:: Extracted records ::
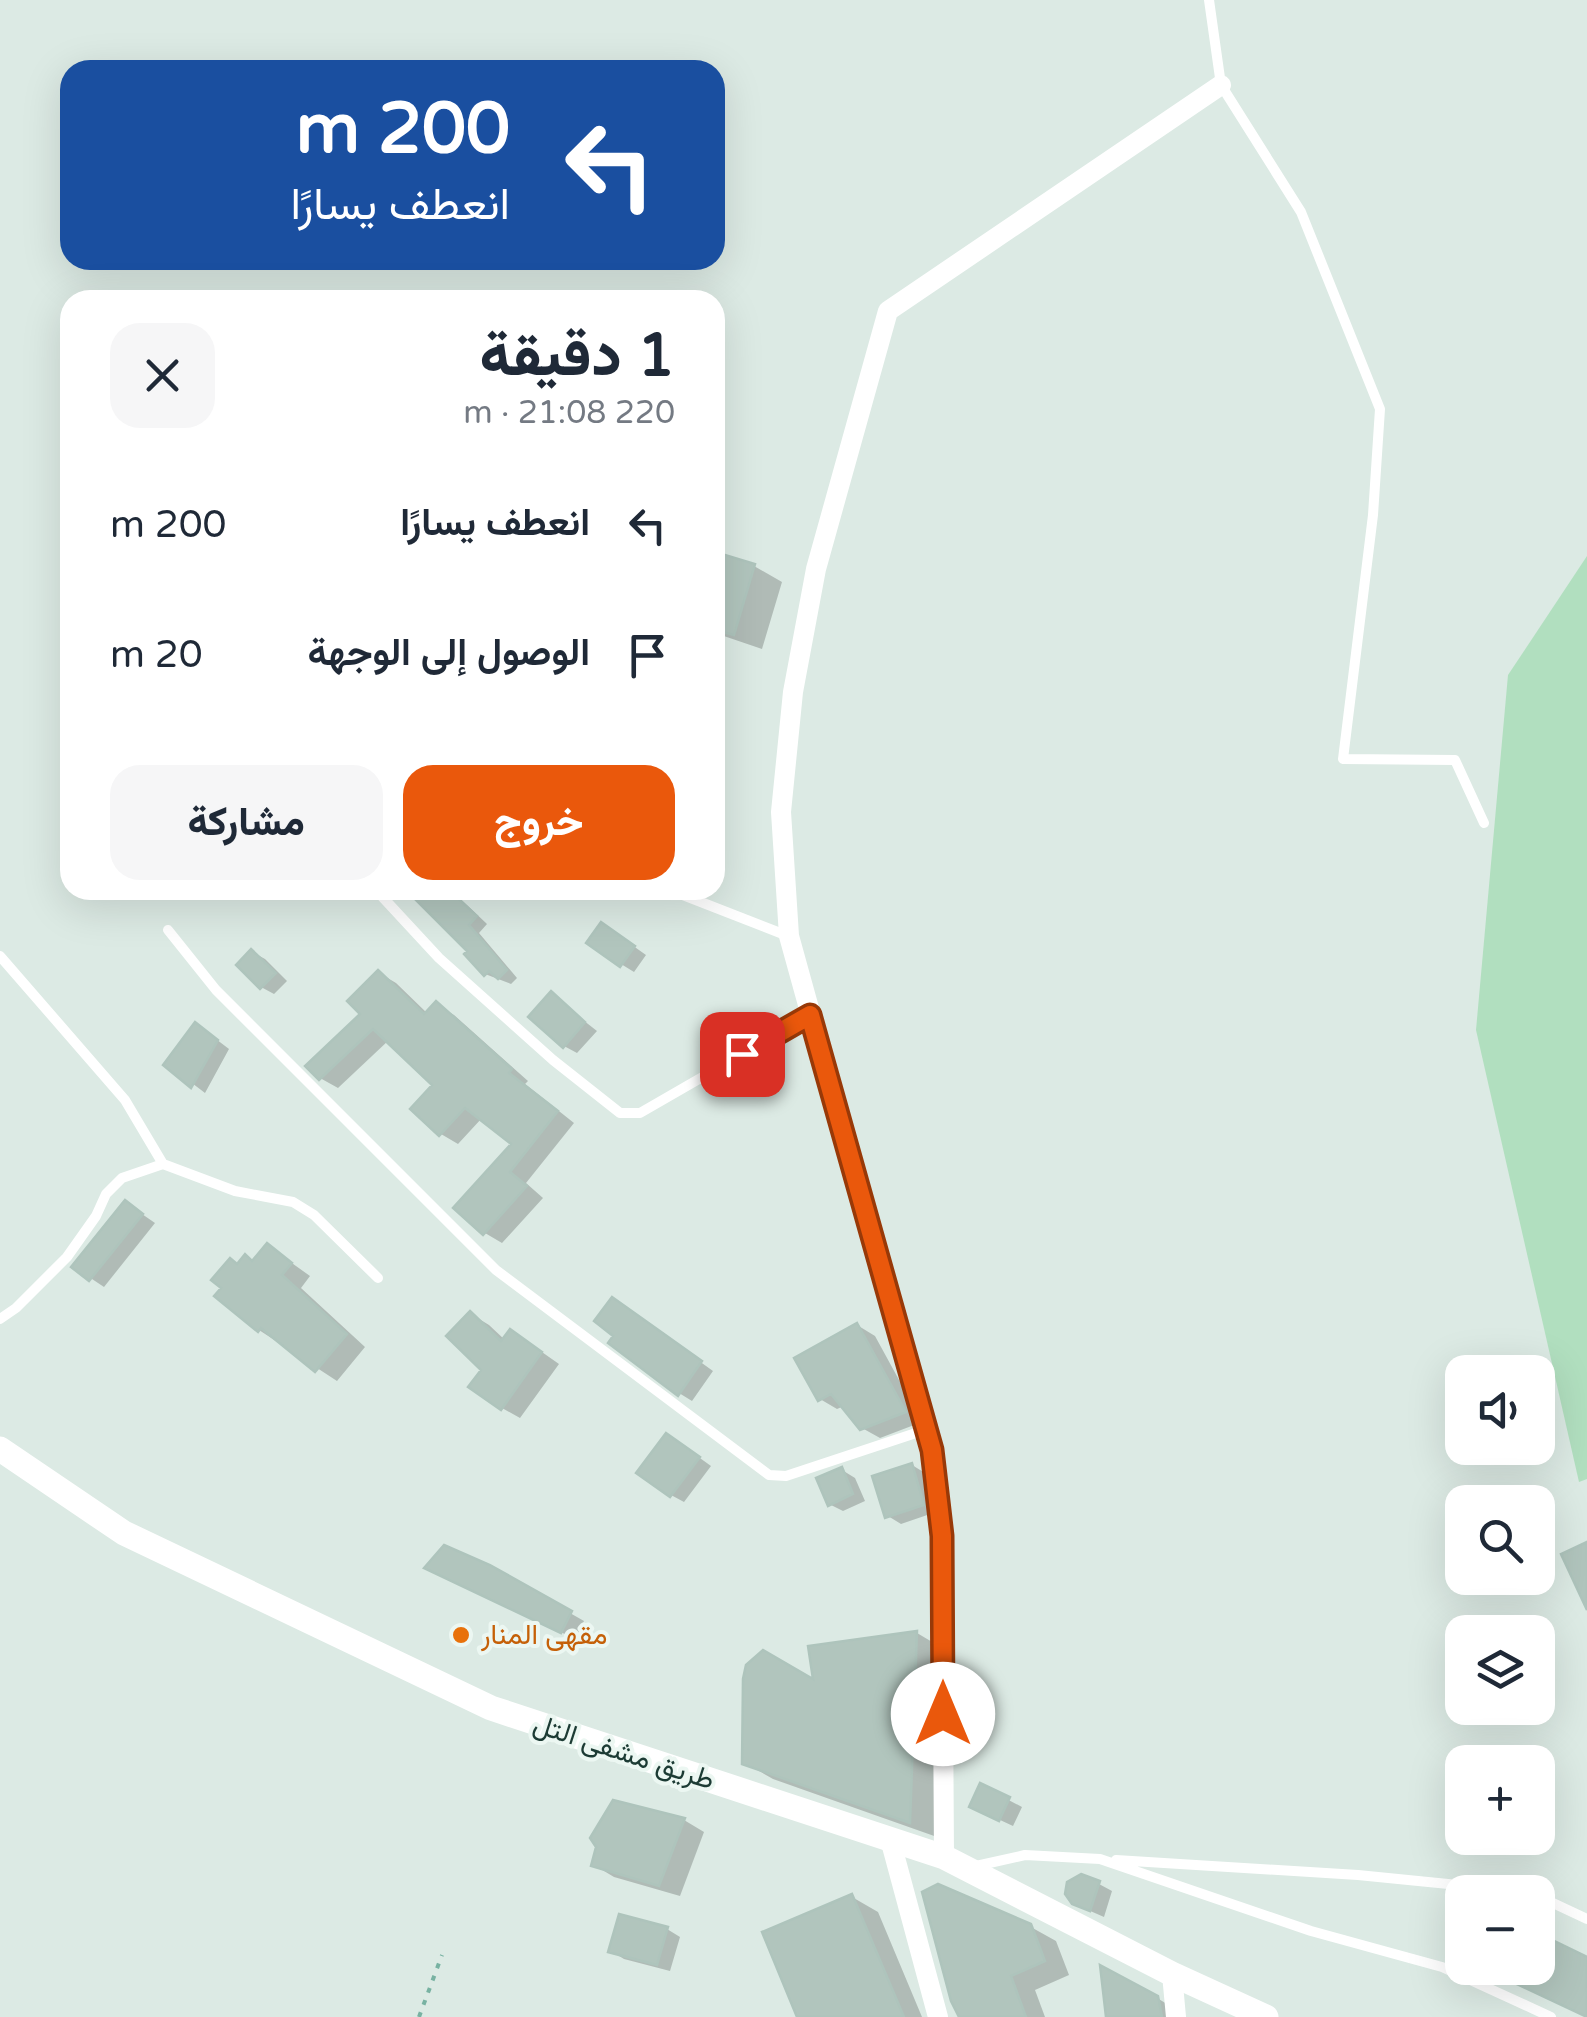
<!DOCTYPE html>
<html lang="ar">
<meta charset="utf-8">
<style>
:root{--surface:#fff;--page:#f6f6f7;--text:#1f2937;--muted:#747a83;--accent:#ea580c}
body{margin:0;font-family:"Varela Round",Vazirmatn,sans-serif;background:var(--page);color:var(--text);direction:rtl;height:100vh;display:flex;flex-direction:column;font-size:38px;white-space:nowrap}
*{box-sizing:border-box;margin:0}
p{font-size:32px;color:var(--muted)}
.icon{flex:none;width:55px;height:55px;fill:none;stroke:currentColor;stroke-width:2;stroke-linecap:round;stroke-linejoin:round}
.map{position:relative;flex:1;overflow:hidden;direction:ltr}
.drawer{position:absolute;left:60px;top:290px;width:665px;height:610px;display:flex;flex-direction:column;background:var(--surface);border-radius:30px;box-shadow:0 10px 40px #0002;direction:rtl}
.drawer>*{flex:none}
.hud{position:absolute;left:60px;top:60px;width:665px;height:210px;border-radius:30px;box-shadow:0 10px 40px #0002;direction:rtl;background:#1a4fa0;color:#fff;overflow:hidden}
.controls{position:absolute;left:1445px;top:1355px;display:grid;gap:20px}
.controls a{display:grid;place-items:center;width:110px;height:110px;border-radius:20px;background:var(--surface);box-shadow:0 10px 40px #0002;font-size:50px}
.pin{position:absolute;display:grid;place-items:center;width:85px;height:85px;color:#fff;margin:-42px;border-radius:20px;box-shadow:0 5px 15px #0006}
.me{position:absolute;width:110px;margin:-55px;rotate:0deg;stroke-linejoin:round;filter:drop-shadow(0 0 8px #0008)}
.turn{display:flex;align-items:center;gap:35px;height:210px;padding:0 50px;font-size:45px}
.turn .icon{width:130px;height:130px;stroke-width:2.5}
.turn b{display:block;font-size:70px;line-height:85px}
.round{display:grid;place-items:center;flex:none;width:105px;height:105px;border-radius:30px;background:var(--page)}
.headline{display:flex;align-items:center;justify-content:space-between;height:170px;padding:0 50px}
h1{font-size:60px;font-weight:800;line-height:75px}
.cta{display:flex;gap:20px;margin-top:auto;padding:20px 50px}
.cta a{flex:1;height:115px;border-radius:30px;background:var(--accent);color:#fff;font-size:40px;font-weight:800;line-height:115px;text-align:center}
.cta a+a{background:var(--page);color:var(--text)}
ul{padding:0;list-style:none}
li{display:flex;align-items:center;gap:30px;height:130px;padding:0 50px}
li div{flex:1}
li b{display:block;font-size:38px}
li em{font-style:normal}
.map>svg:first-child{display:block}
.green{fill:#b1dfbf}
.shadow{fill:#0003}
.building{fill:#b1c5bd;stroke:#aec4bc;stroke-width:2.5}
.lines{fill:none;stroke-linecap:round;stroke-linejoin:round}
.path{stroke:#78b2a2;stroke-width:4;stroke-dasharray:5 8;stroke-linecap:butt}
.service{stroke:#fff;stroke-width:10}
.minor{stroke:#fff;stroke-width:20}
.tertiary{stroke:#fff;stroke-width:25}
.route-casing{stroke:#983908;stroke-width:25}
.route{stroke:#ea580c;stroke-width:18}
.food-dot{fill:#e8710a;stroke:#ecf7f2;stroke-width:4}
.labels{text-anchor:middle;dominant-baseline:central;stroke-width:8;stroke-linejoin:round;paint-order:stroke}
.food-label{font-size:28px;fill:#c56008;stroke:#ecf7f2;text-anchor:start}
.street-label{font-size:28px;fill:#1c3b34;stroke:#ecf7f2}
</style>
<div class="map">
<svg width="1587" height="2017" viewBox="0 0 1587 2017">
<rect width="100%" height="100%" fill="#dceae4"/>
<!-- green -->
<path class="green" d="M1587 556V1479L1579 1482 1476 1030 1508 675Z"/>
<!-- shadow -->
<path class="shadow" d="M715 555 754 566 782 582 762 649 715 633Z
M409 890H451L487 924 479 933 517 978 511 984 485 974 471 952Z
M615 933 646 955 634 972 621 964Z
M252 952 265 959 287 981 274 994 261 987Z
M379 973 396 983 428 1014 437 1005 454 1015 528 1081 525 1084 574 1123 526 1183 543 1198 502 1243 485 1233 515 1144 482 1118 458 1144 441 1134 436 1085 389 1040 338 1088 320 1078 364 1014Z
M551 995 597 1031 577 1053 564 1046Z
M208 1033 229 1049 205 1093 167 1064Z
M126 1203 155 1223 104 1287 74 1267Z
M268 1246 310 1276 301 1288 365 1347 337 1381 259 1330 217 1296 239 1266 254 1262Z
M625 1308 713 1371 692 1401 679 1393Z
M471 1314 489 1325 505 1340 529 1343 559 1364 520 1418 502 1408 484 1370Z
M857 1325 875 1336 922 1422 880 1438 862 1428 844 1406 837 1409 820 1399Z
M679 1443 711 1466 684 1502 671 1495Z
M912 1465 925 1473 936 1512 901 1524 888 1516Z
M842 1470 855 1478 865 1501 843 1511 829 1504Z
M489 1567 584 1621 575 1639 441 1574Z
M917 1633 944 1649 937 1837 773 1779 745 1763 816 1684Z
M982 1786 1022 1807 1013 1826 985 1813Z
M684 1820 704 1832 680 1896 614 1877 594 1865 598 1846Z
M1099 1884 1112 1891 1104 1917 1088 1910Z
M852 1897 878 1912 922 2017H800Z
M1029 1926 1056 1941 1069 1975 1035 1990 1045 2017H960Z
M667 1929 680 1937 670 1971 624 1959 611 1951Z
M1538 1936 1587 1960V2017L1493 1970 1538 1968Z
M1157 1998 1177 2010 1179 2017H1108Z"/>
<!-- building -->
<path class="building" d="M715 552 755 564 734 635 715 630Z
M406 890H449L477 916 469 925 507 970 498 979 489 971 484 976 464 954 467 951Z
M601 922 635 946 620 967 586 943Z
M251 949 276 973 260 989 236 965Z
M378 970 424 1014 436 1001 512 1069 509 1073 558 1111 510 1172 527 1186 483 1235 453 1208 511 1144 465 1108 439 1136 410 1109 432 1085 373 1029 319 1080 305 1066 360 1014 347 1001Z
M551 991 585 1022 563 1048 528 1017Z
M195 1022 218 1040 191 1088 163 1065Z
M125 1200 143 1214 89 1281 71 1267Z
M267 1243 292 1263 282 1275 347 1334 315 1372 261 1328 258 1332 214 1296 221 1288 211 1280 230 1258 237 1264 245 1254 252 1261Z
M612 1297 702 1361 678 1396 608 1343 613 1336 594 1321Z
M470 1311 501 1341 510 1329 542 1352 501 1410 468 1387 481 1370 446 1336Z
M857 1323 906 1412 860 1430 831 1394 818 1401 794 1358Z
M666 1433 700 1457 670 1497 636 1473Z
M912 1463 924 1505 885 1518 872 1476Z
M842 1467 853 1494 828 1506 816 1478Z
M1587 1542V1610L1561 1554Z
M444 1545 490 1565 572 1611 561 1633 424 1568Z
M917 1631 910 1823 742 1764 743 1679 746 1665 763 1650 813 1679 808 1646Z
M980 1783 1010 1797 999 1821 969 1807Z
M613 1800 685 1818 659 1886 591 1866 596 1847 590 1838Z
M1081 1874 1100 1881 1090 1911 1072 1904 1065 1894 1067 1882Z
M938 1884 1031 1924 1045 1961 1011 1976 1026 2017H959L951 2001 922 1892Z
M852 1894 904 2017H797L762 1932Z
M619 1914 668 1927 657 1965 608 1952Z
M1538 1933 1587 1957V2017L1483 1968H1538Z
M1100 1965 1158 1996 1162 2017H1106Z"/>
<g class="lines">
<!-- path -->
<path class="path" d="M419 2017 442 1955"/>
<!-- service -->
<path class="service" d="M1209 0 1221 85 1301 212 1380 409 1373 515 1343 759 1455 760 1484 823
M376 890 439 958 553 1060 620 1113H640L810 1015
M670 890 788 936
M168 930 216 990 496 1270 769 1475 786 1476 925 1430
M0 956 125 1100 163 1164
M0 1319 16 1308 67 1257 96 1216 106 1194 122 1178 163 1164 235 1191 293 1202 314 1215 378 1278
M1116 1860 1358 1875 1528 1892
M976 1866 1025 1855 1100 1859 1311 1931 1442 1967 1551 2017
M1538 1896 1587 1919"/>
<!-- minor -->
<path class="minor" d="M890 1839 938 2017
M944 1857 942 1535 931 1450 789 936 781 812 793 692 816 569 888 311 1221 85
M1172 1974 1176 2017"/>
<!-- tertiary -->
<path class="tertiary" d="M0 1449 124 1533 491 1708 944 1857 1172 1974 1266 2017"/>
</g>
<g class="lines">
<defs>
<path id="route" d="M742 1054 810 1015 932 1450 942 1536 943 1714"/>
</defs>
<!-- route casing -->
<use href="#route" class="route-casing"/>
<!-- route -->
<use href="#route" class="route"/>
</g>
<!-- markers -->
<circle class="food-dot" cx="461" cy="1635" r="10"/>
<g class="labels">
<!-- food labels -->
<g class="food-label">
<text x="481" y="1635">مقهى المنار</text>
</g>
<!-- street labels -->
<g class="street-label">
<text transform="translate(624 1752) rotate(18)">طريق مشفى التل</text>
</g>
</g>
</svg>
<div class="controls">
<a><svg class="icon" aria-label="sound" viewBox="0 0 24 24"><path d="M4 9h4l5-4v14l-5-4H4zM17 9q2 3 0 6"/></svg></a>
<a><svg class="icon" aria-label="search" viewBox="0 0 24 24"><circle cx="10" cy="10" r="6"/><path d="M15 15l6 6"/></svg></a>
<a><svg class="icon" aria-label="layers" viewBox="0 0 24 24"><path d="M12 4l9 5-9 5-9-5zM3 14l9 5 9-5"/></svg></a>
<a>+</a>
<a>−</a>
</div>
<div class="pin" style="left:742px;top:1054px;background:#d93025"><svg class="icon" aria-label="arrive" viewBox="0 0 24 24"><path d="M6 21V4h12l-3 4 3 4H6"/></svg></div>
<svg class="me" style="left:943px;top:1714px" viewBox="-20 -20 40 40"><circle r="19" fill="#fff"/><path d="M0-13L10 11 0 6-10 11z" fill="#ea580c"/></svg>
<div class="hud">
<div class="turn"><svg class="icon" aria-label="left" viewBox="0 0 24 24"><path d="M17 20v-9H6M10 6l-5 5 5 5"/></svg><div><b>200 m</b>انعطف يسارًا</div></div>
</div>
<section class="drawer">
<div class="headline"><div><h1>1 دقيقة</h1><p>220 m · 21:08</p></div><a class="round"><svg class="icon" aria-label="close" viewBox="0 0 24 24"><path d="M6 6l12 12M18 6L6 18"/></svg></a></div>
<ul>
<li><svg class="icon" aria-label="left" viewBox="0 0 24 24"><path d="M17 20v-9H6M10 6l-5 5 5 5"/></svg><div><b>انعطف يسارًا</b></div><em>200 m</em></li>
<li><svg class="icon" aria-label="arrive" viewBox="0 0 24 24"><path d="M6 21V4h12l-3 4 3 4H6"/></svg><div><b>الوصول إلى الوجهة</b></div><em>20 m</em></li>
</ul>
<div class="cta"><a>خروج</a><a>مشاركة</a></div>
</section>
</div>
:::
Exercise details:
Find the word "controls" in the material, then list each line that holds it.

Your solution:
.controls{position:absolute;left:1445px;top:1355px;display:grid;gap:20px}
.controls a{display:grid;place-items:center;width:110px;height:110px;border-radius:20px;background:var(--surface);box-shadow:0 10px 40px #0002;font-size:50px}
<div class="controls">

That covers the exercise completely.